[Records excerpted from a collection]
*****

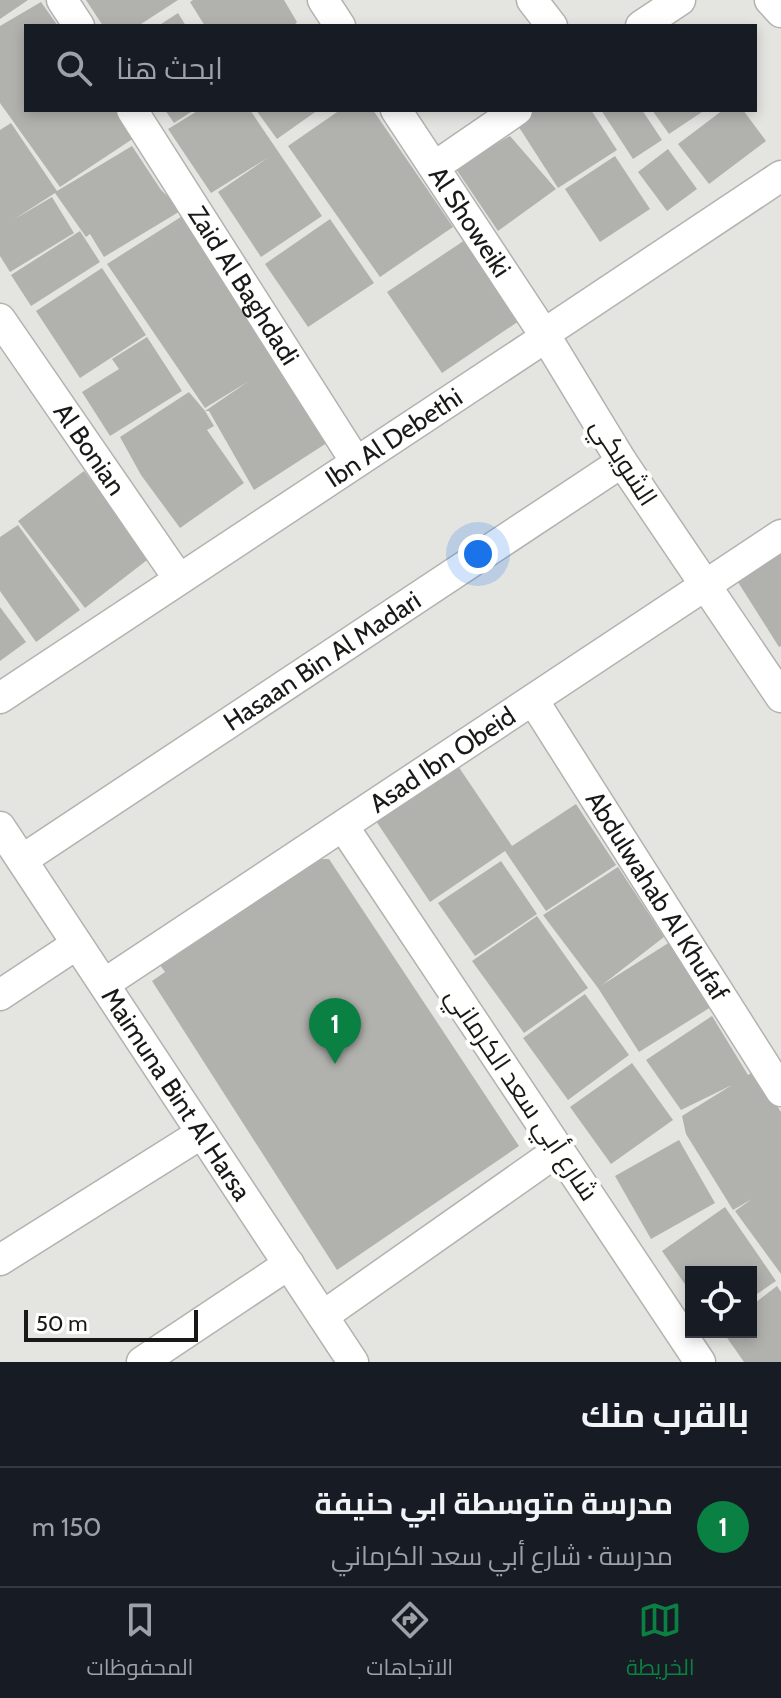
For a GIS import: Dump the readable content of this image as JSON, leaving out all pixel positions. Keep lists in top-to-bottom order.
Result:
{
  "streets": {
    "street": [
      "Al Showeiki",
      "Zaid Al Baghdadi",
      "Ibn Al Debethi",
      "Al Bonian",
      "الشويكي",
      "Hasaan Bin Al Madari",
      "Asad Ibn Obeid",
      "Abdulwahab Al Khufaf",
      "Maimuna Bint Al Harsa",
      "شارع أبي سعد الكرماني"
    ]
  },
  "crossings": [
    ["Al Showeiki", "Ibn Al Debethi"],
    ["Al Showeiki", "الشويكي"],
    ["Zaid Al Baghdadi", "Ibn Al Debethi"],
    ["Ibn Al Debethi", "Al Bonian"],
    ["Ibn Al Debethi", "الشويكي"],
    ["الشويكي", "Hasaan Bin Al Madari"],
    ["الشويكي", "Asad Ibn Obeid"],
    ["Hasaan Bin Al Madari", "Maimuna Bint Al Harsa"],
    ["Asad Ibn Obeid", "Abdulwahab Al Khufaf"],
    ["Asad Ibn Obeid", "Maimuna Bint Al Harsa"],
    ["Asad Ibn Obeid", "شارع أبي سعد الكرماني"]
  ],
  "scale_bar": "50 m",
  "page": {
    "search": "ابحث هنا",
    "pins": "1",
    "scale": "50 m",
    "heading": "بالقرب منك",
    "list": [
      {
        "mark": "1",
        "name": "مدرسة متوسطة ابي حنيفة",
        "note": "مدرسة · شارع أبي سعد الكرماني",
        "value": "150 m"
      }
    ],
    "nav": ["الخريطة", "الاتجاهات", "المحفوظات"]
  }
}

*****

Problem requirements -
Retype each line of the records exactly as it reads; no pictures belong in the copy.

Answer to this task -
For a GIS import: Dump the readable content of this image as JSON, leaving out all pixel positions. Keep lists in top-to-bottom order.
Result:
{
  "streets": {
    "street": [
      "Al Showeiki",
      "Zaid Al Baghdadi",
      "Ibn Al Debethi",
      "Al Bonian",
      "الشويكي",
      "Hasaan Bin Al Madari",
      "Asad Ibn Obeid",
      "Abdulwahab Al Khufaf",
      "Maimuna Bint Al Harsa",
      "شارع أبي سعد الكرماني"
    ]
  },
  "crossings": [
    ["Al Showeiki", "Ibn Al Debethi"],
    ["Al Showeiki", "الشويكي"],
    ["Zaid Al Baghdadi", "Ibn Al Debethi"],
    ["Ibn Al Debethi", "Al Bonian"],
    ["Ibn Al Debethi", "الشويكي"],
    ["الشويكي", "Hasaan Bin Al Madari"],
    ["الشويكي", "Asad Ibn Obeid"],
    ["Hasaan Bin Al Madari", "Maimuna Bint Al Harsa"],
    ["Asad Ibn Obeid", "Abdulwahab Al Khufaf"],
    ["Asad Ibn Obeid", "Maimuna Bint Al Harsa"],
    ["Asad Ibn Obeid", "شارع أبي سعد الكرماني"]
  ],
  "scale_bar": "50 m",
  "page": {
    "search": "ابحث هنا",
    "pins": "1",
    "scale": "50 m",
    "heading": "بالقرب منك",
    "list": [
      {
        "mark": "1",
        "name": "مدرسة متوسطة ابي حنيفة",
        "note": "مدرسة · شارع أبي سعد الكرماني",
        "value": "150 m"
      }
    ],
    "nav": ["الخريطة", "الاتجاهات", "المحفوظات"]
  }
}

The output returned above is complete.